• Excerpted data:

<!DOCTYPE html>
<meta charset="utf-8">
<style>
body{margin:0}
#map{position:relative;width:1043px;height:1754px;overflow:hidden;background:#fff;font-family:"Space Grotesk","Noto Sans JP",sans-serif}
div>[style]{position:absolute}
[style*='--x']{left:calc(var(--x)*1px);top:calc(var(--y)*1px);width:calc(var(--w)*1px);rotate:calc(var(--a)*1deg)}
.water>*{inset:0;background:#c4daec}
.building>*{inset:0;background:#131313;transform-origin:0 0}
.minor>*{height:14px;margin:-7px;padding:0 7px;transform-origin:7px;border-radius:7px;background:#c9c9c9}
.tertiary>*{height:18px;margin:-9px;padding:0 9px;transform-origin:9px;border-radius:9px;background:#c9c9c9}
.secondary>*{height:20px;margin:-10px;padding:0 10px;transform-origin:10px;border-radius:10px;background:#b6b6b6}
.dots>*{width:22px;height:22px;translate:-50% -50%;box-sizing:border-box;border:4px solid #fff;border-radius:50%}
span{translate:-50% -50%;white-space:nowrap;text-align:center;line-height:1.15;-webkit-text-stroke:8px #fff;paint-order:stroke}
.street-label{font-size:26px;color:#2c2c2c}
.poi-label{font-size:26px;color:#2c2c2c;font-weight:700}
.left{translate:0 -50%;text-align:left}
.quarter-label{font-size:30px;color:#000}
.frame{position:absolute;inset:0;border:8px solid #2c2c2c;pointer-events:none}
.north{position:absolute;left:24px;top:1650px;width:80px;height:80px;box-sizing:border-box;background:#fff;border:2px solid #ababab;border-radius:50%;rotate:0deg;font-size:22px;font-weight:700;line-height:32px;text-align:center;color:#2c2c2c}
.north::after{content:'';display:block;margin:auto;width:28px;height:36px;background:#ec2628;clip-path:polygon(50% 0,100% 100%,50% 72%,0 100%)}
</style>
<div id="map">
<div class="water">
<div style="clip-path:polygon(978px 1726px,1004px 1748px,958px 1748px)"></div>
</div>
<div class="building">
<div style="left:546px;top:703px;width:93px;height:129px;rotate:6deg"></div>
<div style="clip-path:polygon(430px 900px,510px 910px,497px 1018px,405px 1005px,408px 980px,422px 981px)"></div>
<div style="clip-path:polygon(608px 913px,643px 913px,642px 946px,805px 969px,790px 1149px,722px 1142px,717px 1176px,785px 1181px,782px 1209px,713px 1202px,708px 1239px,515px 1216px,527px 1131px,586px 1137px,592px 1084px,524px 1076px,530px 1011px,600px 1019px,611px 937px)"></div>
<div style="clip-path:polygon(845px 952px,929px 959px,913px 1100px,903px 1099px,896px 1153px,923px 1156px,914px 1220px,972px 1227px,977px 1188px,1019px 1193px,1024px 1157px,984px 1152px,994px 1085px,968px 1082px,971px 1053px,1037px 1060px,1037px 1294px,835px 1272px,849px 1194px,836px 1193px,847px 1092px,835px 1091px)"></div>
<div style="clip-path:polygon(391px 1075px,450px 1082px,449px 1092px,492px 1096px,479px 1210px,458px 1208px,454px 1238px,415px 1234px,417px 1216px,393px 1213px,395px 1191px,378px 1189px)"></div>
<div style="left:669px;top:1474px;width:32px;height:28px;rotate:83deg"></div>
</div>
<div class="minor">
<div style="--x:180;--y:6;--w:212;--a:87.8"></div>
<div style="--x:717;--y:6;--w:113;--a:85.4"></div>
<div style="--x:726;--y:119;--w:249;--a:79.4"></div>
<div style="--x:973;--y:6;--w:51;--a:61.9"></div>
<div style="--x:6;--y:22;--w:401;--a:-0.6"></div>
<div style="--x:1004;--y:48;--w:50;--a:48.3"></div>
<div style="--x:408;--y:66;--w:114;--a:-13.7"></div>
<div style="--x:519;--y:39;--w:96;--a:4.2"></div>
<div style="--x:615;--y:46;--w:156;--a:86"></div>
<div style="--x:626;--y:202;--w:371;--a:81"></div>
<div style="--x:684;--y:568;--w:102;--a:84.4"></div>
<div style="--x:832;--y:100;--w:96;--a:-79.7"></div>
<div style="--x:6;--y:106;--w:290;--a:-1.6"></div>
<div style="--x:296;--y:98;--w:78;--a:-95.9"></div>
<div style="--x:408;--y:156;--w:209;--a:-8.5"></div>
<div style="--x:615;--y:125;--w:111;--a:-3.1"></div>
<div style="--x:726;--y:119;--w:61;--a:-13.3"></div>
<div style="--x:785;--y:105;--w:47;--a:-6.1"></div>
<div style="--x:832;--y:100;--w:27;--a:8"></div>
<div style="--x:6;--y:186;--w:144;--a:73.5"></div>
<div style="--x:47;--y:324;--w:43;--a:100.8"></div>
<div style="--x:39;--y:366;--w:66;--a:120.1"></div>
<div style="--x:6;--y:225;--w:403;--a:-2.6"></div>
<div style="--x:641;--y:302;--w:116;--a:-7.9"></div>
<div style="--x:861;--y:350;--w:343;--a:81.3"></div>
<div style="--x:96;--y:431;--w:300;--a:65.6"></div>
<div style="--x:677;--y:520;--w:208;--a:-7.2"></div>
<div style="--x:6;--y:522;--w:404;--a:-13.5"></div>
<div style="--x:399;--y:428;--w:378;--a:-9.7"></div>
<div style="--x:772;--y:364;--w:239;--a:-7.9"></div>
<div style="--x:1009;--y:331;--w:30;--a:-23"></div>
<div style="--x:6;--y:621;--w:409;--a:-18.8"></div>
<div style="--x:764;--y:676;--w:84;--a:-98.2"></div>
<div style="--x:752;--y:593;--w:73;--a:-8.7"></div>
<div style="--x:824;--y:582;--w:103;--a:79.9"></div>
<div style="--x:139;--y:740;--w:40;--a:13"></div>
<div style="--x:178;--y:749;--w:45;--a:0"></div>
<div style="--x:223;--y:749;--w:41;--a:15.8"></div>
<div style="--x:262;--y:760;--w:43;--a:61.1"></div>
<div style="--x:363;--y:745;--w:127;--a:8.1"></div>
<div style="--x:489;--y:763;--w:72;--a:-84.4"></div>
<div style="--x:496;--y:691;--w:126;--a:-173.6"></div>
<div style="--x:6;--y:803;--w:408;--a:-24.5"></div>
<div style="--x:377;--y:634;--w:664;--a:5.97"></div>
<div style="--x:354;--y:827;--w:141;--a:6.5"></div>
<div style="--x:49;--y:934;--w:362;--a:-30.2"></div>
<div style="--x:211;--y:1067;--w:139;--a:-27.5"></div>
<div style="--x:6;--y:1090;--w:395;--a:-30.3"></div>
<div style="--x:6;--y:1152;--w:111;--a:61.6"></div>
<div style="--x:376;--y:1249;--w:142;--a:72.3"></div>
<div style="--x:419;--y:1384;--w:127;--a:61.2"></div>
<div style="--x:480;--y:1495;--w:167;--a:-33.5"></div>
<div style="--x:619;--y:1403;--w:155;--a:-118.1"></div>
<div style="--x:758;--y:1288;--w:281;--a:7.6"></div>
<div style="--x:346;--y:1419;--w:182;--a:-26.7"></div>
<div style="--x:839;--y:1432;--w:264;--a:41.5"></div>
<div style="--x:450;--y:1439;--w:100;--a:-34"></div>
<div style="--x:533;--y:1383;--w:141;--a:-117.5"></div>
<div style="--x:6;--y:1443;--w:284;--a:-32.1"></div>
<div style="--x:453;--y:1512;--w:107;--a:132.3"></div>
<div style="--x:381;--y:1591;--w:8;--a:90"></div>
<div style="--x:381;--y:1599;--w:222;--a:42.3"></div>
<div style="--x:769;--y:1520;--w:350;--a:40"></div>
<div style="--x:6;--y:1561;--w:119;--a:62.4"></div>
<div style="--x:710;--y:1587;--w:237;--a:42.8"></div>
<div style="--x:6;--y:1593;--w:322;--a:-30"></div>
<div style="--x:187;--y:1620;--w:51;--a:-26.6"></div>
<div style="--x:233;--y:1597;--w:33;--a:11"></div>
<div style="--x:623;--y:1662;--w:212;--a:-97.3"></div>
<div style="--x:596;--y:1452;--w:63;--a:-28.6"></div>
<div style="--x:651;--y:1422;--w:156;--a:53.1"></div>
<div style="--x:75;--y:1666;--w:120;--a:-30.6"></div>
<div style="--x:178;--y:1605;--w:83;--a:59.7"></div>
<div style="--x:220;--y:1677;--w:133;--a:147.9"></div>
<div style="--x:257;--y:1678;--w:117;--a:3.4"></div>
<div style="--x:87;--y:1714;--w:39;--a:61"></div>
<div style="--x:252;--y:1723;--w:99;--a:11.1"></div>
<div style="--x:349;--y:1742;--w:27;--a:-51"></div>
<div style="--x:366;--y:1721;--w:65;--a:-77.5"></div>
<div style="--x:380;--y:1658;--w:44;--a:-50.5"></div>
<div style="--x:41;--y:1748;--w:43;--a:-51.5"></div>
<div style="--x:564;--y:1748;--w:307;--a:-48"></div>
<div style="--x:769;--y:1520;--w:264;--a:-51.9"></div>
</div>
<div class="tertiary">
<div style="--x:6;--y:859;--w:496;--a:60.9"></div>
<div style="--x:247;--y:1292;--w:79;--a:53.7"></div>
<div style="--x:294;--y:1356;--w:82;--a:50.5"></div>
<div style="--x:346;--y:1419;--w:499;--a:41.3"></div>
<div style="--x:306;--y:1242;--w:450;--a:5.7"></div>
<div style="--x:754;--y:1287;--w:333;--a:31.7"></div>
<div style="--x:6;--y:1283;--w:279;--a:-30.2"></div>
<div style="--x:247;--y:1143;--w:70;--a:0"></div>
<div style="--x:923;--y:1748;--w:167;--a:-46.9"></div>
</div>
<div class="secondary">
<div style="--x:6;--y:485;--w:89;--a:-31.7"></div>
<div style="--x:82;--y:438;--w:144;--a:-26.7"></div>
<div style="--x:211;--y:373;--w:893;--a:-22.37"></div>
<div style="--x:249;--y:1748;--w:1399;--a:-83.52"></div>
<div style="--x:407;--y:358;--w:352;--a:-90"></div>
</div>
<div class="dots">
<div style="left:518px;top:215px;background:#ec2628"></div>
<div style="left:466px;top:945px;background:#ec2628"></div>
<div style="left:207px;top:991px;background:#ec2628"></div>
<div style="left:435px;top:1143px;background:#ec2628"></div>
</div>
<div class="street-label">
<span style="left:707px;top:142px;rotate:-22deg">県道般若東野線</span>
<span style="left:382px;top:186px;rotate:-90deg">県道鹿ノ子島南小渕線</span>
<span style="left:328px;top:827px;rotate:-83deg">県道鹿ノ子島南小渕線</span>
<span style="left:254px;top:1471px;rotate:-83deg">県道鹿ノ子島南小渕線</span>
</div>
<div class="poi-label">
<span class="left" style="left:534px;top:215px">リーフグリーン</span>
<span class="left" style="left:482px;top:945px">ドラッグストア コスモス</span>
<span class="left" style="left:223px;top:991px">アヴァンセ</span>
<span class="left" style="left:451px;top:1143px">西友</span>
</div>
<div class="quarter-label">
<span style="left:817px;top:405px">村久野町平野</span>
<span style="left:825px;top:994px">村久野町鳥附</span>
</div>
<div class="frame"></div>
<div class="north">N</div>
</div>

• Task directions: In the preceding material, find each line holding the word "position" and copy it out.

• Answer to this exercise:
#map{position:relative;width:1043px;height:1754px;overflow:hidden;background:#fff;font-family:"Space Grotesk","Noto Sans JP",sans-serif}
div>[style]{position:absolute}
.frame{position:absolute;inset:0;border:8px solid #2c2c2c;pointer-events:none}
.north{position:absolute;left:24px;top:1650px;width:80px;height:80px;box-sizing:border-box;background:#fff;border:2px solid #ababab;border-radius:50%;rotate:0deg;font-size:22px;font-weight:700;line-height:32px;text-align:center;color:#2c2c2c}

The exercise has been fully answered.